I had a call a month ago on a Tuesday night about a server that would not reboot. It kept popping up errors and wanted to run chkdsk. It appeared to finally come up and the person who called went home. I tried to remote in to the server and it would not answer. I knew I would have a morning visit. I appeared the next morning and I tried every variation of chkdsk I could come up with. That could be a humorous comment as I know of /f and /r. I called Microsoft tech support and we booted off the install cd. Running chkdsk when there is no OS in the picture nets better results. Well not this time.
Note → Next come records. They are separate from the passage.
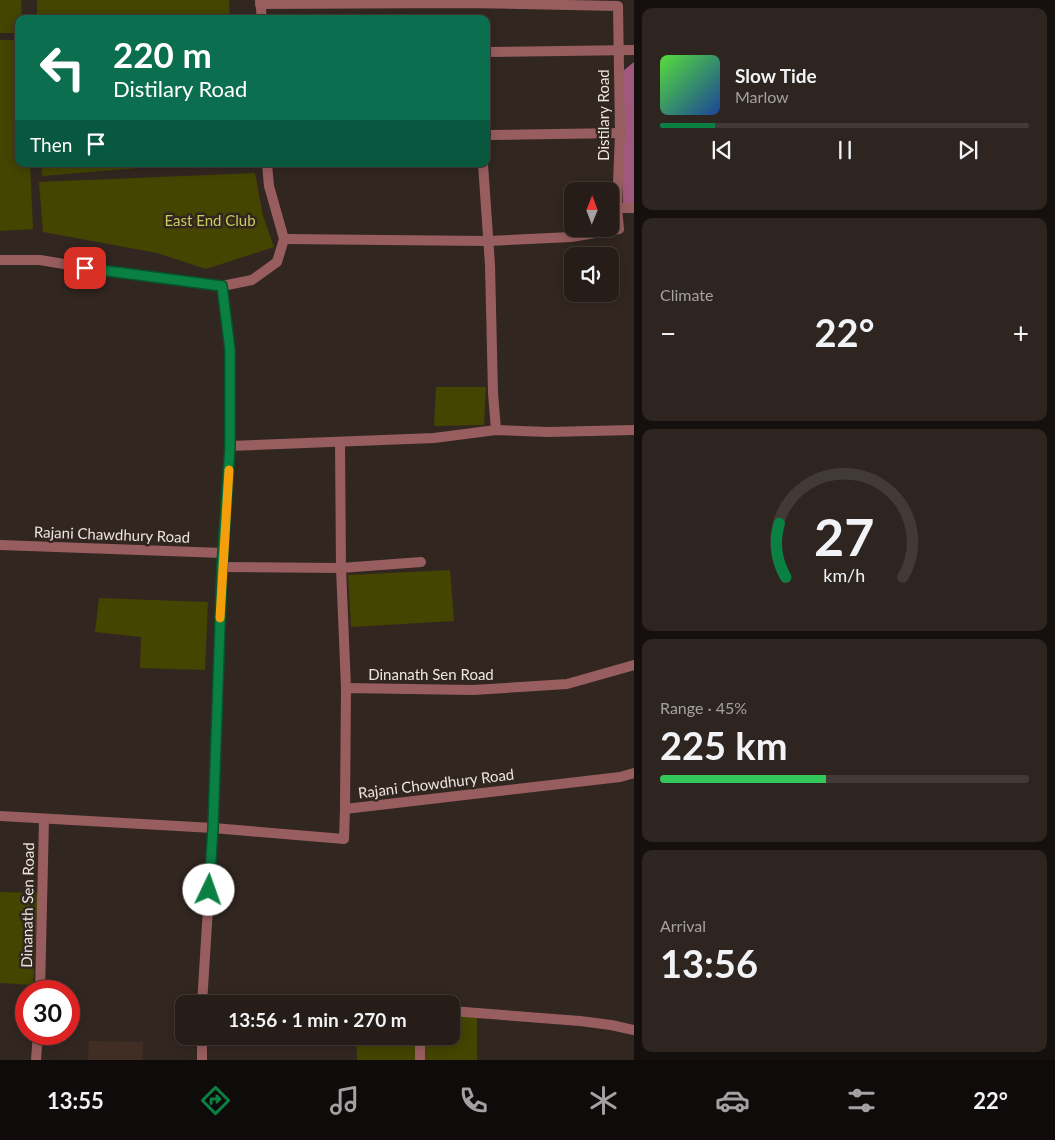 <!DOCTYPE html>
<meta charset="utf-8">
<style>
:root{--surface:#261c18;--page:#2e2521;--text:#f1f3f6;--muted:#a4a1a2;--line:#423a37;--accent:#0b8043}
body{margin:0;font-family:Lato,sans-serif;background:var(--page);color:var(--text);height:100vh;display:flex;flex-direction:column;font-size:19px;white-space:nowrap}
*{box-sizing:border-box;margin:0}
p{font-size:16px;color:var(--muted)}
.icon{flex:none;width:28px;height:28px;fill:none;stroke:currentColor;stroke-width:2;stroke-linecap:round;stroke-linejoin:round}
.map{position:relative;flex:1;overflow:hidden}
.sheet{display:flex;flex-direction:column;gap:8px;padding:8px;background:#150f0d;width:421px}
.sheet>*{flex:none}
.guide{position:absolute;left:15px;top:15px;width:475px;height:152px;border-radius:10px;box-shadow:0 2px 12px #0003,0 0 0 1px var(--line);background:#0b6e4f;color:#fff;overflow:hidden}
.needle{width:32px;rotate:1deg}
.controls{position:absolute;left:564px;top:182px;display:grid;gap:10px}
.controls a{display:grid;place-items:center;width:55px;height:55px;border-radius:10px;background:var(--surface);box-shadow:0 2px 12px #0003,0 0 0 1px var(--line);font-size:25px}
.speed{position:absolute;left:15px;top:980px;display:flex;gap:10px;font-size:25px;font-weight:700;text-align:center}
.speed>*{display:grid;place-content:center;width:65px;height:65px;border-radius:50%;background:var(--surface);box-shadow:0 2px 12px #0003,0 0 0 1px var(--line);line-height:1}
.speed .limit{border:8px solid #d22;background:#fff;color:#111}
.pin{position:absolute;display:grid;place-items:center;width:42px;height:42px;color:#fff;margin:-21px;border-radius:10px;box-shadow:0 2px 8px #0006}
.me{position:absolute;width:55px;margin:-28px;rotate:3deg;stroke-linejoin:round;filter:drop-shadow(0 0 4px #0008)}
.turn{display:flex;align-items:center;gap:18px;height:105px;padding:0 15px;font-size:22px}
.turn .icon{width:65px;height:65px;stroke-width:2.5}
.turn b{display:block;font-size:35px;line-height:42px}
.then{display:flex;align-items:center;height:48px;padding:0 15px;background:#0003;gap:10px;font-size:19px}
.big{font-size:38px;font-weight:700;line-height:1.1}
.sheet .tile{flex:1;display:flex;flex-direction:column;justify-content:center;gap:8px;min-width:0;padding:0 18px;border-radius:10px;background:var(--page)}
.sheet .dial{align-items:center;gap:0}
.dial svg{height:130px;overflow:visible;fill:none;stroke:var(--line);stroke-width:7;stroke-linecap:round;text-anchor:middle}
.dial text{fill:var(--text);stroke:none}
.song{display:flex;align-items:center;gap:15px}
.cover{width:60px;height:60px;border-radius:8px;background:linear-gradient(135deg,hsl(110 70% 55%),hsl(220 70% 35%))}
.played{height:5px;border-radius:2px;background:linear-gradient(90deg,var(--accent) 15%,var(--line) 15%)}
.keys{display:flex;justify-content:space-around;direction:ltr}
.heat{display:flex;justify-content:space-between;align-items:center;font-size:28px;direction:ltr}
.charge{height:8px;border-radius:4px;background:linear-gradient(90deg,#34c759 45%,var(--line) 0)}
.trip{position:absolute;left:175px;top:995px;width:285px;height:50px;border-radius:10px;background:var(--surface);box-shadow:0 2px 12px #0003,0 0 0 1px var(--line);font-weight:700;line-height:50px;text-align:center}
.tab-bar{display:flex;height:80px;justify-content:space-around;align-items:center;background:#0f0b0a;color:var(--muted)}
.tab-bar .icon{width:35px;height:35px}
.tab-bar .selected{color:var(--accent)}
.tab-bar b{font-size:22px;color:var(--text)}
main{display:flex;flex:1;min-height:0}
.map>svg:first-child{display:block}
.built{fill:#402e24}
.green{fill:#434500}
.water{fill:#a1587e}
.lines{fill:none;stroke-linecap:round;stroke-linejoin:round}
.minor{stroke:#985e5f;stroke-width:10}
.route-casing{stroke:#07532c;stroke-width:12}
.route{stroke:#0b8043;stroke-width:9}
.slow{stroke:#f59e0b;stroke-width:9}
.labels{text-anchor:middle;dominant-baseline:central;stroke-width:5;stroke-linejoin:round;paint-order:stroke}
.street-label{font-size:15px;fill:#ede5e1;stroke:#322620}
.park-label{font-size:15px;fill:#c7cc5a;stroke:#322620}
</style>
<main>
<div class="map">
<svg width="634" height="1060" viewBox="0 0 634 1060">
<rect width="100%" height="100%" fill="#322620"/>
<!-- built -->
<path class="built" d="M 89,1041 L 143,1042 L 142,1060 L 88,1060 Z"/>
<!-- green -->
<g class="green">
<path d="M 0,0 L 21,0 L 22,19 L 19,19 L 19,33 L 0,33 Z"/>
<path d="M 37,0 L 229,0 L 230,19 L 37,19 Z"/>
<path d="M 0,40 L 19,40 L 19,164 L 30,164 L 33,229 L 0,231 Z"/>
<path d="M 41,164 L 186,164 L 42,176 Z"/>
<path d="M 255,173 L 263,216 L 274,247 L 206,269 L 157,253 L 43,232 L 39,182 Z"/>
<path d="M 436,387 L 486,387 L 484,425 L 434,426 Z"/>
<path d="M 450,570 L 454,621 L 351,627 L 348,575 Z"/>
<path d="M 99,598 L 208,602 L 205,670 L 140,668 L 141,637 L 95,632 Z"/>
<path d="M 0,892 L 38,893 L 33,985 L 0,983 Z"/>
<path d="M 451,1016 L 477,1017 L 477,1060 L 357,1060 L 356,1036 L 451,1036 Z"/>
</g>
<!-- water -->
<path class="water" d="M 634,62 L 634,203 L 623,203 L 623,71 Z"/>
<g class="lines">
<!-- minor -->
<g class="minor">
<path d="M 260,0 L 262,19"/>
<path d="M 260,4 L 466,3 L 618,6 L 620,133 L 617,208 L 619,229 L 571,237 L 487,241 L 284,239"/>
<path d="M 486,52 L 634,50"/>
<path d="M 486,135 L 620,133"/>
<path d="M 483,164 L 490,265 L 493,393 L 496,430"/>
<path d="M 617,208 L 634,208"/>
<path d="M 0,260 L 40,260 L 100,270 L 222,286 L 252,280 L 277,262 L 284,239 L 269,186 L 267,164"/>
<path d="M 340,442 L 341,568 L 346,688"/>
<path d="M 230,446 L 434,438 L 496,430 L 548,432 L 634,430"/>
<path d="M 0,545 L 223,553"/>
<path d="M 222,567 L 341,568 L 421,562"/>
<path d="M 345,809 L 346,688 L 473,690 L 567,684 L 634,665"/>
<path d="M 0,816 L 213,828 L 344,839 L 345,809 L 620,777 L 634,773"/>
<path d="M 40,991 L 44,819"/>
<path d="M 202,1004 L 213,828 L 222,567 L 230,446 L 230,350 L 222,286"/>
<path d="M 451,1011 L 580,1021 L 611,1025 L 634,1030"/>
<path d="M 36,1060 L 38,1034"/>
<path d="M 202,1060 L 202,1036"/>
<path d="M 420,1060 L 420,1036"/>
</g>
</g>
<g class="lines">
<!-- route casing -->
<g class="route-casing">
<path id="route" d="M 85,268 L 222,286 L 230,350 L 230,446 L 222,567 L 213,828 L 209,890"/>
</g>
<!-- route -->
<use href="#route" class="route"/>
<!-- slow -->
<path class="slow" d="M 220,618 L 229,470"/>
</g>
<g class="labels">
<!-- street labels -->
<g class="street-label">
<text transform="translate(603 115) rotate(-90)">Distilary Road</text>
<text transform="translate(112 534) rotate(2)">Rajani Chawdhury Road</text>
<text x="431" y="674">Dinanath Sen Road</text>
<text transform="translate(436 783) rotate(-7)">Rajani Chowdhury Road</text>
<text transform="translate(27 905) rotate(-89)">Dinanath Sen Road</text>
</g>
<!-- park labels -->
<g class="park-label">
<text x="210" y="220">East End Club</text>
</g>
</g>
</svg>
<div class="controls">
<a><svg class="needle" viewBox="-14 -14 28 28"><path d="M0-13l5 13h-10z" fill="#e53935"/><path d="M0 13l5-13h-10z" fill="#a4a1a2"/></svg></a>
<a><svg class="icon" aria-label="sound" viewBox="0 0 24 24"><path d="M4 9h4l5-4v14l-5-4H4zM17 9q2 3 0 6"/></svg></a>
</div>
<div class="speed"><div class="limit">30</div></div>
<div class="pin" style="left:85px;top:268px;background:#d93025"><svg class="icon" aria-label="arrive" viewBox="0 0 24 24"><path d="M6 21V4h12l-3 4 3 4H6"/></svg></div>
<svg class="me" style="left:209px;top:890px" viewBox="-20 -20 40 40"><circle r="19" fill="#fff"/><path d="M0-13L10 11 0 6-10 11z" fill="#0b8043"/></svg>
<div class="trip">13:56 · 1 min · 270 m</div>
<div class="guide">
<div class="turn"><svg class="icon" aria-label="left" viewBox="0 0 24 24"><path d="M17 20v-9H6M10 6l-5 5 5 5"/></svg><div><b>220 m</b>Distilary Road</div></div>
<div class="then">Then<svg class="icon" aria-label="arrive" viewBox="0 0 24 24"><path d="M6 21V4h12l-3 4 3 4H6"/></svg></div>
</div>
</div>
<section class="sheet">
<div class="tile">
<div class="song"><i class="cover"></i><div><b>Slow Tide</b><p>Marlow</p></div></div>
<div class="played"></div>
<div class="keys"><svg class="icon" aria-label="previous" viewBox="0 0 24 24"><path d="M18 5L8 12l10 7zM5 5v14"/></svg><svg class="icon" aria-label="pause" viewBox="0 0 24 24"><path d="M8 5v14M16 5v14"/></svg><svg class="icon" aria-label="next" viewBox="0 0 24 24"><path d="M6 5l10 7-10 7zM19 5v14"/></svg></div>
</div>
<div class="tile"><p>Climate</p>
<div class="heat"><a>−</a><b class="big">22°</b><a>+</a></div>
</div>
<div class="tile dial"><svg viewBox="0 0 100 80">
<path d="M14 69A42 42 0 1 1 86 69"/>
<path d="M14 69A42 42 0 0 1 10 36" stroke="#0b8043"/>
<text x="50" y="56" font-size="32" font-weight="700">27</text>
<text x="50" y="72" font-size="11">km/h</text>
</svg></div>
<div class="tile"><p>Range · 45%</p><b class="big">225 km</b><div class="charge"></div></div>
<div class="tile"><p>Arrival</p><b class="big">13:56</b></div>
</section>
</main>
<nav class="tab-bar">
<b>13:55</b>
<svg class="icon selected" aria-label="directions" viewBox="0 0 24 24"><path d="M12 3l9 9-9 9-9-9zM9 14v-3h6M13 9l2 2-2 2"/></svg>
<svg class="icon" aria-label="music" viewBox="0 0 24 24"><path d="M9 18V5l10-2v13"/><circle cx="6" cy="18" r="3"/><circle cx="16" cy="16" r="3"/></svg>
<svg class="icon" aria-label="phone" viewBox="0 0 24 24"><path d="M5 4h4l2 5-3 2q2 4 5 5l2-3 5 2v4C11 20 4 13 5 4z"/></svg>
<svg class="icon" aria-label="climate" viewBox="0 0 24 24"><path d="M12 3v18M4 7l16 10M4 17L20 7"/></svg>
<svg class="icon" aria-label="car" viewBox="0 0 24 24"><path d="M5 17H2v-5l4-1 3-4h7l3 4 3 1v5h-3M9 17h6M6 11h13"/><circle cx="7" cy="17" r="2"/><circle cx="17" cy="17" r="2"/></svg>
<svg class="icon" aria-label="filters" viewBox="0 0 24 24"><path d="M4 7h16M4 17h16"/><circle cx="9" cy="7" r="2"/><circle cx="15" cy="17" r="2"/></svg>
<b>22°</b>
</nav>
This was hardware raid 1 and I was getting array good in the bios boot up. I unplugged one of the drives and tried to run chkdsk again and again. It seemed that I might get a clean /f but the next /r would find issues. I could get the server to boot but not too fast and I never got a clean scandisk twice using chkdsk/f.  Once again it is Raid 1 so you have 5 choices. Bad disk 1, Bad disk 2, both disks bad, bad controller card, bad motherboard. There might be other problems but those choices cover the likely scenarios. I gave up on the one hard drive and started working on the other hard drive. That second hard drive cleaned up nicely and booted happy as can be. We lost some email as the backup did not run correctly over the three day weekend. I recovered files from Tuesday but no luck on email. That was painful. What was also painful was my chice of drives. If I had better binary luck I would have ended the Microsoft call in a 1/2 hour instead of 3 or 4 hours. The support engineer was great. He had about 5 years of support experience.


A month later a fellow who used to work with me calls stating that his old SQL server is slow to boot, appears to be running but users are not able to work. I suggested unplugging one hard drive or the other as he is using raid 1 also. He never called back so I bet one of his hard drives was acting up.


You ask “Would a hardware Raid 1 with hot swap?” The problem was the hardware thought the drives were fine. The operating system did not see the drives as happy. I am guessing that no, a hot swap would not have helped.